### Available records
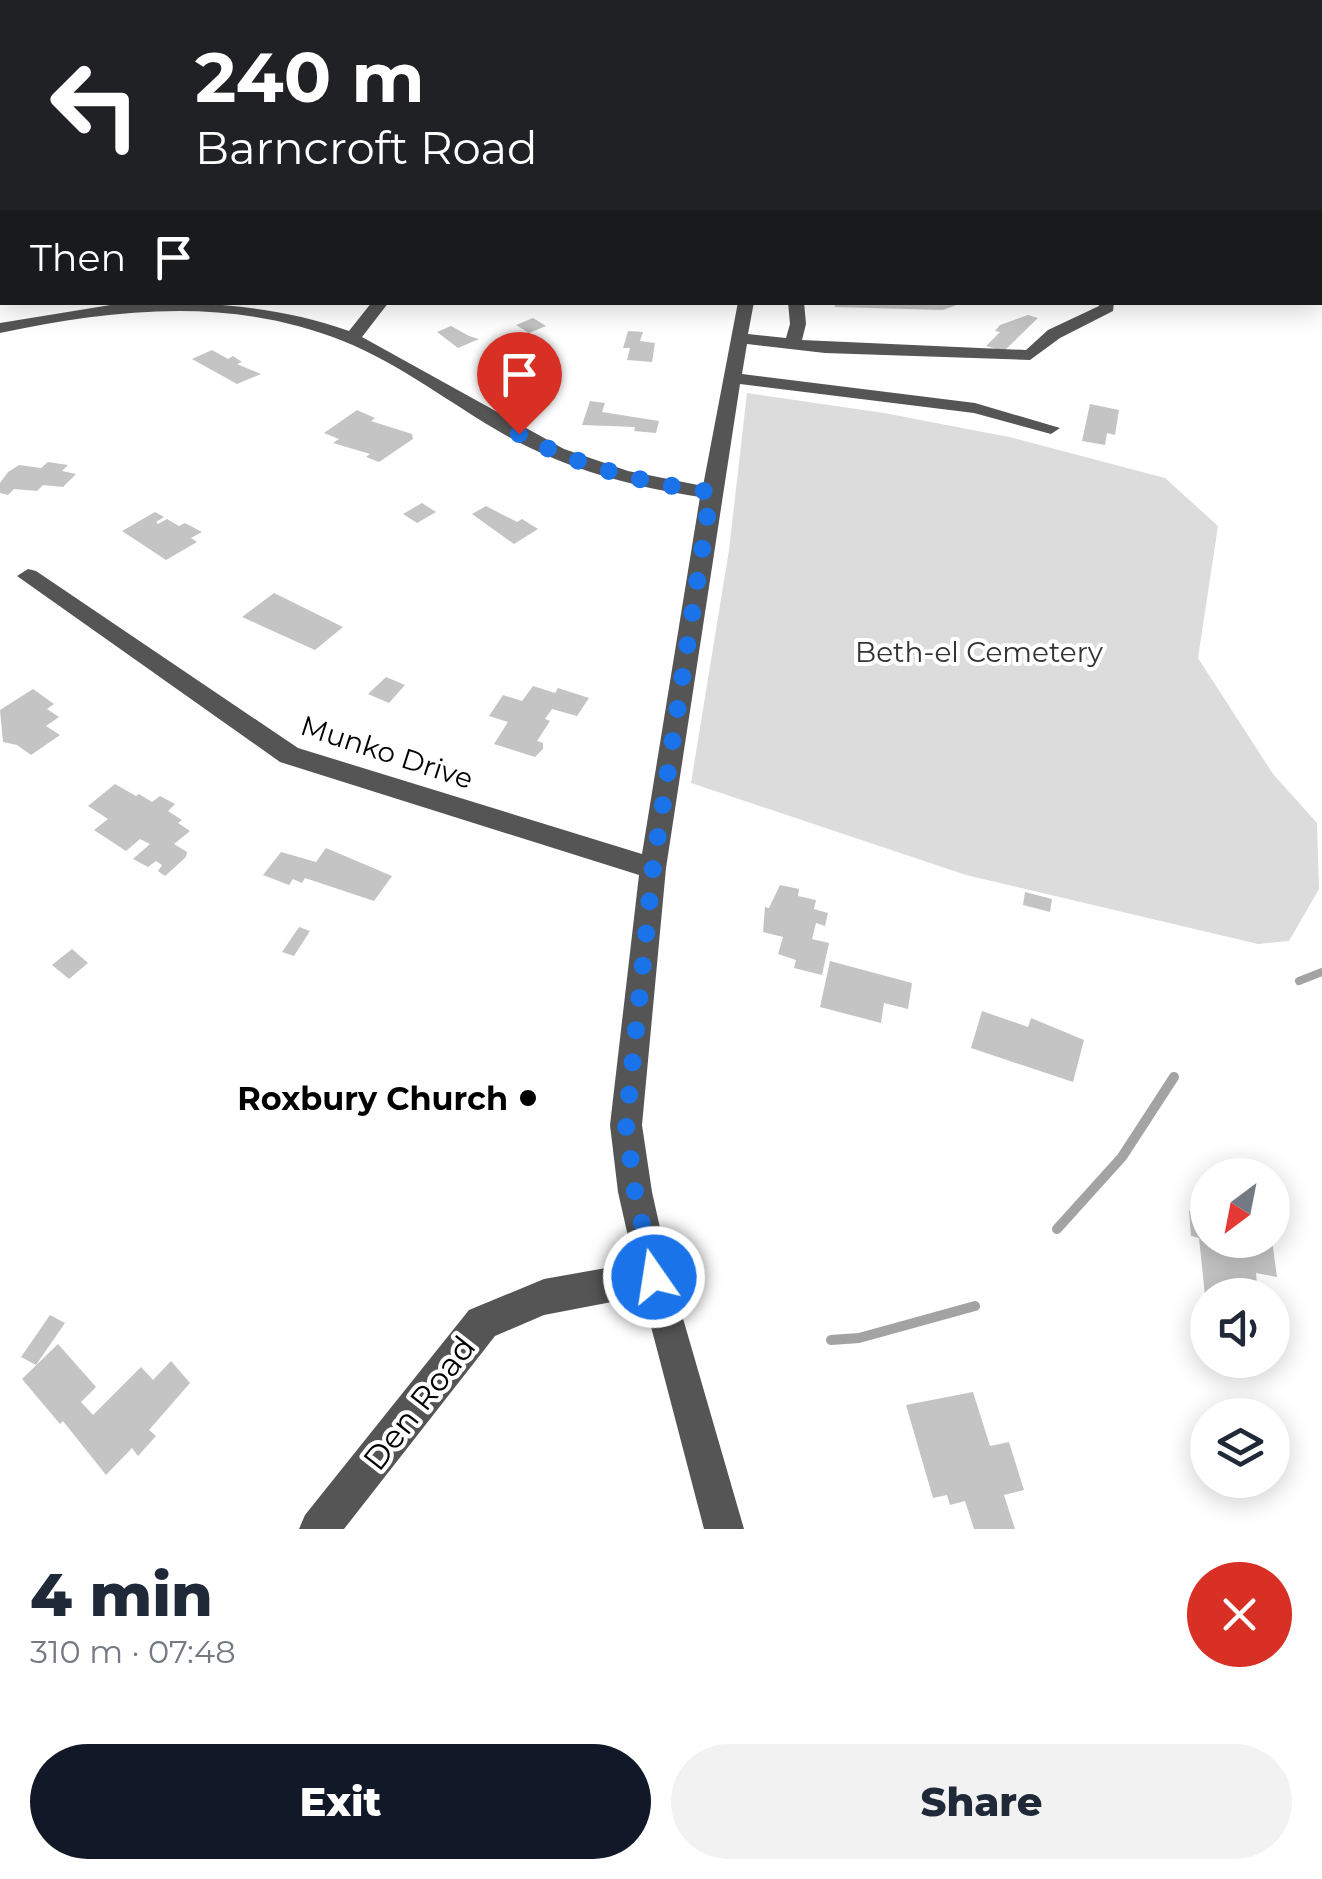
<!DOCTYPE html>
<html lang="en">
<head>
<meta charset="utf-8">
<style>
	body { margin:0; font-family:Montserrat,sans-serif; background:#f2f2f3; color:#1f2937; height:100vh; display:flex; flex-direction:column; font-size:38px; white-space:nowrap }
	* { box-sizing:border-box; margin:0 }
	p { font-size:32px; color:#747a83 }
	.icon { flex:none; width:55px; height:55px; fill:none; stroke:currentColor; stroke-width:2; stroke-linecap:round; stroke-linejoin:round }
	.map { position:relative; height:1529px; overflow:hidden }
	.drawer { display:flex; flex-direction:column; background:#fff; flex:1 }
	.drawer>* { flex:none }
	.banner { position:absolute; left:0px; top:0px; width:1322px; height:305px; box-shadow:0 5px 25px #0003; background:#202124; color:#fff; overflow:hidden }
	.needle { width:65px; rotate:212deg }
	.controls { position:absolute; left:1190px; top:1158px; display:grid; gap:20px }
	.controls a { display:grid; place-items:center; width:100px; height:100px; border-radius:50%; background:#fff; box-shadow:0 5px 25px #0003; font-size:50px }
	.pin { position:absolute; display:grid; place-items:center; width:85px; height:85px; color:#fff; margin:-102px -42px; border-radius:50% 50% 50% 0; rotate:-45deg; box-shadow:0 0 10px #0007 }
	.pin .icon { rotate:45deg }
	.me { position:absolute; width:110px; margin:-55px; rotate:347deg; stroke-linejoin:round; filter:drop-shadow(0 0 8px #0008) }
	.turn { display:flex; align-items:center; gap:35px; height:210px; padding:0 30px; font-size:45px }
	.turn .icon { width:130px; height:130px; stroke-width:2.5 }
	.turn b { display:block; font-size:70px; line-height:85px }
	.then { display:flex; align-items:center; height:95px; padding:0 30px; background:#0003; gap:20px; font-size:38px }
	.round { display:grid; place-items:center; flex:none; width:105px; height:105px; border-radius:52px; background:#f2f2f3 }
	.head { display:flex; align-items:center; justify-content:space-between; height:170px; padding:0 30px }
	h1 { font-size:60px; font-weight:800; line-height:75px }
	.button { display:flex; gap:20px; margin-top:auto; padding:20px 30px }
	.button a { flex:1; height:115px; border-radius:60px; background:#111827; color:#fff; font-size:40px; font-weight:800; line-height:115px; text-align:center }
	.button a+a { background:#f2f2f3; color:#1f2937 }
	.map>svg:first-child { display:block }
</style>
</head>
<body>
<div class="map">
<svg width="1322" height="1529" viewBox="0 0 1322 1529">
	<rect width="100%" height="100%" fill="#fff"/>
	<path fill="#dcdcdc" d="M747,393l137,20 125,24 156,41 53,48 -20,132 75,116 44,49 2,66 -30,52 -31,3 -292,-69 -275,-92 38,-233z"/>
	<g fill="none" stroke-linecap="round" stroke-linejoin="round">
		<path stroke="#a3a3a3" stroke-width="8" d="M1299,981l23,-9"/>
		<g stroke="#a3a3a3" stroke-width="10">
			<path d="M1057,1229l65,-72 52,-80"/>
			<path d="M831,1340l28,-2 116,-32"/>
		</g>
	</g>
	<g fill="#c4c4c4">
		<path d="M834,302h128v1l-19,7 -108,-3z"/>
		<path d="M1028,315l10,3 -34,33 -18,-5 14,-14 -5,-1 5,-6z"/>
		<path d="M533,318l13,8 -17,7 -13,-8z"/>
		<path d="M451,326l18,10 10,3 -21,9 -21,-16z"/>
		<path d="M628,331l15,1 -3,9 15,2 -3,19 -25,-2 3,-12h-7z"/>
		<path d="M212,350l16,9 5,-3 9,6 -5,2 24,10 -24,10 -45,-25z"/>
		<path d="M590,401l15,2 -3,9 57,9 -3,12 -22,-2 1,-4 -53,-2z"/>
		<path d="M1090,404l29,6 -4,25 -8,-2 -2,12 -23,-4z"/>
		<path d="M357,410l18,8 -4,3 41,13 1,5 -34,23 -13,-5 4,-3 -37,-11 6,-4 -15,-6z"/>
		<path d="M48,462l20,3 -6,6 14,3 -13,13 -20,-2 -6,6 -23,-2 -6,6 -8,-2v-10l8,-11 11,-7 22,3z"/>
		<path d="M422,503l14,9 -19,11 -14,-9z"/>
		<path d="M486,506l31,16 5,-3 16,10 -24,15 -42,-30z"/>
		<path d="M155,512l9,5 -8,5 2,2 9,-5 12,7 6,-3 17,9 -11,6 6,4 -31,18 -44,-29z"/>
		<path d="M274,593l69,34 -28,23 -73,-33z"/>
		<path d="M386,677l19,8 -16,18 -21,-9z"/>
		<path d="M533,686l22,7 3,-5 31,10 -12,18 -25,-7 -7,10 5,2 -13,20 6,2v6l-8,8 -41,-13 14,-22 -19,-6 14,-21 19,6z"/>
		<path d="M33,689l21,15 -7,5 12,8 -13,9 14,9 -29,20 -14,-10 -14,-3 -3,-32z"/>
		<path d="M115,784l21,12 3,-2 13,8 8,-6 15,8 -7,7 14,9 -4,3 12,8 -16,13 13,8 -1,5 -21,19 -7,-5 4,-6 -6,-4 -8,6 -15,-8 17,-15 -10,-5 -14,12 -32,-21 14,-11 -20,-13z"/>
		<path d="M326,848l66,28 -18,25 -69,-23 -3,5 -9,-4 -4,6 -26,-10 18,-23 35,10z"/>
		<path d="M780,885l19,4 -1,7 18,4 -2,9 14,4 -3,13 -9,-3 -4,16 17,4 -7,32 -28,-7 2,-8 -18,-6 5,-17 -20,-5 2,-25 4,1z"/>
		<path d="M1025,892l27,7 -2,13 -27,-7z"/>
		<path d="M299,927l11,4 -16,25 -12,-4z"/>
		<path d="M72,949l16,14 -19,16 -17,-14z"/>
		<path d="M830,961l82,22 -4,26 -24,-6 -3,20 -61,-16z"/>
		<path d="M982,1011l46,16 3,-9 53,22 -11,42 -102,-34z"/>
		<path d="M1198,1181l10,2v57h64l5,37 -21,-4 2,22h-53l-6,-57 -8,-2 -2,-25 13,2z"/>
		<path d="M50,1315l15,8 -29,42 -15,-8z"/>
		<path d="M58,1344l38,43 -15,15 12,13 48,-48 12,13 18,-19 19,22 -41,47 7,6 -18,20 -6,-8 -26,27 -43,-54 -3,3 -38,-45z"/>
		<path d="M973,1392l17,54 19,-4 15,48 -20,5 11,34h-41l-9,-28 -15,4 -3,-10 -14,3 -27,-93z"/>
	</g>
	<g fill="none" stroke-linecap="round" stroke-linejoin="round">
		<g fill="#555" fill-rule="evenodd">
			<path d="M395,0h15l1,2h-14z"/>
			<path d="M966,0h10l1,1 -9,1z"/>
			<path d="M1241,0h23l1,2h-21z"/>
			<rect x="1320" y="4" width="2" height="6"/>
			<rect x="1320" y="85" width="2" height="8"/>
			<path d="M2,91v8l-2,1v-8z"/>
			<path d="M129,302c77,0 146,3 220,29l23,-29h17l-27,35 202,112 64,22 75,15 35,-184h16l-6,32 38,4 4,-14 -2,-22h16l2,22 -4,16 224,10 22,-20 51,-24 -1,-4h16l-1,9 -53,27 -30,22 -205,-7 -78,-9 -5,30 233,29 85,25 -9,6 -77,-21 -234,-29 -74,484 -24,257 10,67 19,85 73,252h-40l-61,-233 -99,19 -49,21 -151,193h-45l6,-14 164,-205 75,-31 90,-16 -16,-71 -8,-67 29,-250 -359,-113 -263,-186 11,-7 8,2 262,177 344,106 58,-357c-67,-10 -134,-28 -193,-61 -55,-31 -106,-72 -164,-95 -111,-45 -229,-32 -343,-8v-10z"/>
		</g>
	</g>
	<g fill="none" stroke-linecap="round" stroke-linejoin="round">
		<path stroke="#1a73e8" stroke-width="18" stroke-dasharray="0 32.4" d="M519,434c61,33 124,49 192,58l-58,376 -27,257 9,67 19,85"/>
	</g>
	<circle fill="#000" stroke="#fff" stroke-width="4" cx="528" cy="1098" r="10"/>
	<g text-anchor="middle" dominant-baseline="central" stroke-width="8" stroke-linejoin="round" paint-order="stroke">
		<g font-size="28" fill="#333" stroke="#fff">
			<text x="979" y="652">Beth-el Cemetery</text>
		</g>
		<g font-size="28" fill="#000" stroke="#fff">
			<text transform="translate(387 752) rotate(18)">Munko Drive</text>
		</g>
		<g font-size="32" font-weight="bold" fill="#000" stroke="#fff" text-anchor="end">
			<text x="508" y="1098">Roxbury Church</text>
		</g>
		<g font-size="32" fill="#000" stroke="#fff">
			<text transform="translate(419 1403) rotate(-52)">Den Road</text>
		</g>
	</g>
</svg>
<div class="controls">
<a><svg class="needle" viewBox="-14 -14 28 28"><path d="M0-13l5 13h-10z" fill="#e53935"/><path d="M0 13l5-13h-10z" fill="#747a83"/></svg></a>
<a><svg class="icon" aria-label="sound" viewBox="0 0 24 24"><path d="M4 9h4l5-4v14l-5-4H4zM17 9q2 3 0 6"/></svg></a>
<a><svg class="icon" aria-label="layers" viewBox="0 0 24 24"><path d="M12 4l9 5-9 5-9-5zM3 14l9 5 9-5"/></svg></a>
</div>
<div class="pin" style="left:519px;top:434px;background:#d93025"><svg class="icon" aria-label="arrive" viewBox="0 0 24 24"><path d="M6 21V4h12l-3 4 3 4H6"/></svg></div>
<svg class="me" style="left:654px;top:1277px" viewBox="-20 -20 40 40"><circle r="17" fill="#1a73e8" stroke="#fff" stroke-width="3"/><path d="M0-11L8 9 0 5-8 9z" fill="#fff"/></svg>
<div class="banner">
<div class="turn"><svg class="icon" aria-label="left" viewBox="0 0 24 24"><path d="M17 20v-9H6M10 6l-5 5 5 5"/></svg><div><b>240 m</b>Barncroft Road</div></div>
<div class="then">Then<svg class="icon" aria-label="arrive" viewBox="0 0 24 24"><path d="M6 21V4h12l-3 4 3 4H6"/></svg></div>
</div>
</div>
<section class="drawer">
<div class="head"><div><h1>4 min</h1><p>310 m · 07:48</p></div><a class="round" style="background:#d93025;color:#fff"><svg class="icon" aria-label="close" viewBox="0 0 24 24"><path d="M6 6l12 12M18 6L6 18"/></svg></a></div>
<div class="button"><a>Exit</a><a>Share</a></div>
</section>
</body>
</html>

### Work required
What lines of the data contain the string "absolute"? List them.

### Result of this exercise
	.banner { position:absolute; left:0px; top:0px; width:1322px; height:305px; box-shadow:0 5px 25px #0003; background:#202124; color:#fff; overflow:hidden }
	.controls { position:absolute; left:1190px; top:1158px; display:grid; gap:20px }
	.pin { position:absolute; display:grid; place-items:center; width:85px; height:85px; color:#fff; margin:-102px -42px; border-radius:50% 50% 50% 0; rotate:-45deg; box-shadow:0 0 10px #0007 }
	.me { position:absolute; width:110px; margin:-55px; rotate:347deg; stroke-linejoin:round; filter:drop-shadow(0 0 8px #0008) }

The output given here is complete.